= Exercise instructions =
From the first line to the last, write out the material exactly.
****************
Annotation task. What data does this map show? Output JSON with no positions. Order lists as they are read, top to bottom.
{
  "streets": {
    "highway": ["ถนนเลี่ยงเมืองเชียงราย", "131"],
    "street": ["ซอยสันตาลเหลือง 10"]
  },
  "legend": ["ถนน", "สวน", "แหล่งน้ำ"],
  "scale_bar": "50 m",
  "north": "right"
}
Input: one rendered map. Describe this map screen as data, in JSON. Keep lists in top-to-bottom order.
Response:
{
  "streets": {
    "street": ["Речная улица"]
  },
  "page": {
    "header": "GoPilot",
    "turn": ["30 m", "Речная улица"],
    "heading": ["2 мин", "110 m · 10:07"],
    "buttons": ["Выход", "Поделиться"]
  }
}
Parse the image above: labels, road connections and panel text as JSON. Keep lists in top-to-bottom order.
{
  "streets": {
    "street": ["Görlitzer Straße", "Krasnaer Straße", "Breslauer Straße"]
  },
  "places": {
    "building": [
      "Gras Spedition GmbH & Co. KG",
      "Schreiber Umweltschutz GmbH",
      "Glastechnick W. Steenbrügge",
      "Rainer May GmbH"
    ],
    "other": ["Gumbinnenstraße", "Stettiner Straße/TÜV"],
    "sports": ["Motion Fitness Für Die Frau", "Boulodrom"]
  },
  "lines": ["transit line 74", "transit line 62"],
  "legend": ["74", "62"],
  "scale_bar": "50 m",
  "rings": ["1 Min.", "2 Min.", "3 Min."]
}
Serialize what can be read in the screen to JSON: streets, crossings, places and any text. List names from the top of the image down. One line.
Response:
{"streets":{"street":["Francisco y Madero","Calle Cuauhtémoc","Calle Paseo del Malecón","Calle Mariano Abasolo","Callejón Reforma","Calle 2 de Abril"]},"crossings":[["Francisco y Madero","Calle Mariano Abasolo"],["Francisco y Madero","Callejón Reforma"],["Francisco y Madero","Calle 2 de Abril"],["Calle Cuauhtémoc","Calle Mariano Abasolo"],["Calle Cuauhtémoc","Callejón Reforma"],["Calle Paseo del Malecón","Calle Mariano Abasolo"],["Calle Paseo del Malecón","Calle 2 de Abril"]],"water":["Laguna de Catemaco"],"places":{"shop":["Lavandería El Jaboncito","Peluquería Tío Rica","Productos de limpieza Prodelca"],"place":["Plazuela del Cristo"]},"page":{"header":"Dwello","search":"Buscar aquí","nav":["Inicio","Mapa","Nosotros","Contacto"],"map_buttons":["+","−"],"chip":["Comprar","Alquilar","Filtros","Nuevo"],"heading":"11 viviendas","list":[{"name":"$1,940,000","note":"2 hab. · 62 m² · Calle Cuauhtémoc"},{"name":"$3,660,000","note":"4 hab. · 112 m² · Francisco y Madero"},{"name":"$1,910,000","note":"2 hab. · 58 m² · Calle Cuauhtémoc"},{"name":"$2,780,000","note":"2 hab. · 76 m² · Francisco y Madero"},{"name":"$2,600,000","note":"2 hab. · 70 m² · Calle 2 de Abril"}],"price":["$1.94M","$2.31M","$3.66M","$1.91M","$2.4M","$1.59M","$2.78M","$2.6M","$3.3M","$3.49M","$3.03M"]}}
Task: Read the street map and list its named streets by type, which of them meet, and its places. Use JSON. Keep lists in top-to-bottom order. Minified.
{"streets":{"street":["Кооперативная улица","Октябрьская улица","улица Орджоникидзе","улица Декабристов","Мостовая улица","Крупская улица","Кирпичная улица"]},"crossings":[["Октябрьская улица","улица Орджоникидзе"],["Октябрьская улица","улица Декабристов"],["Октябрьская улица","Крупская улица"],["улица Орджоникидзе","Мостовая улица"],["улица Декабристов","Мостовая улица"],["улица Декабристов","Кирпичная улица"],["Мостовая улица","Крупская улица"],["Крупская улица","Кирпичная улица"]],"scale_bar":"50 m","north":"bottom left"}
****************
= Answer for the task =
Annotation task. What data does this map show? Output JSON with no positions. Order lists as they are read, top to bottom.
{
  "streets": {
    "highway": ["ถนนเลี่ยงเมืองเชียงราย", "131"],
    "street": ["ซอยสันตาลเหลือง 10"]
  },
  "legend": ["ถนน", "สวน", "แหล่งน้ำ"],
  "scale_bar": "50 m",
  "north": "right"
}
Input: one rendered map. Describe this map screen as data, in JSON. Keep lists in top-to-bottom order.
Response:
{
  "streets": {
    "street": ["Речная улица"]
  },
  "page": {
    "header": "GoPilot",
    "turn": ["30 m", "Речная улица"],
    "heading": ["2 мин", "110 m · 10:07"],
    "buttons": ["Выход", "Поделиться"]
  }
}
Parse the image above: labels, road connections and panel text as JSON. Keep lists in top-to-bottom order.
{
  "streets": {
    "street": ["Görlitzer Straße", "Krasnaer Straße", "Breslauer Straße"]
  },
  "places": {
    "building": [
      "Gras Spedition GmbH & Co. KG",
      "Schreiber Umweltschutz GmbH",
      "Glastechnick W. Steenbrügge",
      "Rainer May GmbH"
    ],
    "other": ["Gumbinnenstraße", "Stettiner Straße/TÜV"],
    "sports": ["Motion Fitness Für Die Frau", "Boulodrom"]
  },
  "lines": ["transit line 74", "transit line 62"],
  "legend": ["74", "62"],
  "scale_bar": "50 m",
  "rings": ["1 Min.", "2 Min.", "3 Min."]
}
Serialize what can be read in the screen to JSON: streets, crossings, places and any text. List names from the top of the image down. One line.
Response:
{"streets":{"street":["Francisco y Madero","Calle Cuauhtémoc","Calle Paseo del Malecón","Calle Mariano Abasolo","Callejón Reforma","Calle 2 de Abril"]},"crossings":[["Francisco y Madero","Calle Mariano Abasolo"],["Francisco y Madero","Callejón Reforma"],["Francisco y Madero","Calle 2 de Abril"],["Calle Cuauhtémoc","Calle Mariano Abasolo"],["Calle Cuauhtémoc","Callejón Reforma"],["Calle Paseo del Malecón","Calle Mariano Abasolo"],["Calle Paseo del Malecón","Calle 2 de Abril"]],"water":["Laguna de Catemaco"],"places":{"shop":["Lavandería El Jaboncito","Peluquería Tío Rica","Productos de limpieza Prodelca"],"place":["Plazuela del Cristo"]},"page":{"header":"Dwello","search":"Buscar aquí","nav":["Inicio","Mapa","Nosotros","Contacto"],"map_buttons":["+","−"],"chip":["Comprar","Alquilar","Filtros","Nuevo"],"heading":"11 viviendas","list":[{"name":"$1,940,000","note":"2 hab. · 62 m² · Calle Cuauhtémoc"},{"name":"$3,660,000","note":"4 hab. · 112 m² · Francisco y Madero"},{"name":"$1,910,000","note":"2 hab. · 58 m² · Calle Cuauhtémoc"},{"name":"$2,780,000","note":"2 hab. · 76 m² · Francisco y Madero"},{"name":"$2,600,000","note":"2 hab. · 70 m² · Calle 2 de Abril"}],"price":["$1.94M","$2.31M","$3.66M","$1.91M","$2.4M","$1.59M","$2.78M","$2.6M","$3.3M","$3.49M","$3.03M"]}}
Task: Read the street map and list its named streets by type, which of them meet, and its places. Use JSON. Keep lists in top-to-bottom order. Minified.
{"streets":{"street":["Кооперативная улица","Октябрьская улица","улица Орджоникидзе","улица Декабристов","Мостовая улица","Крупская улица","Кирпичная улица"]},"crossings":[["Октябрьская улица","улица Орджоникидзе"],["Октябрьская улица","улица Декабристов"],["Октябрьская улица","Крупская улица"],["улица Орджоникидзе","Мостовая улица"],["улица Декабристов","Мостовая улица"],["улица Декабристов","Кирпичная улица"],["Мостовая улица","Крупская улица"],["Крупская улица","Кирпичная улица"]],"scale_bar":"50 m","north":"bottom left"}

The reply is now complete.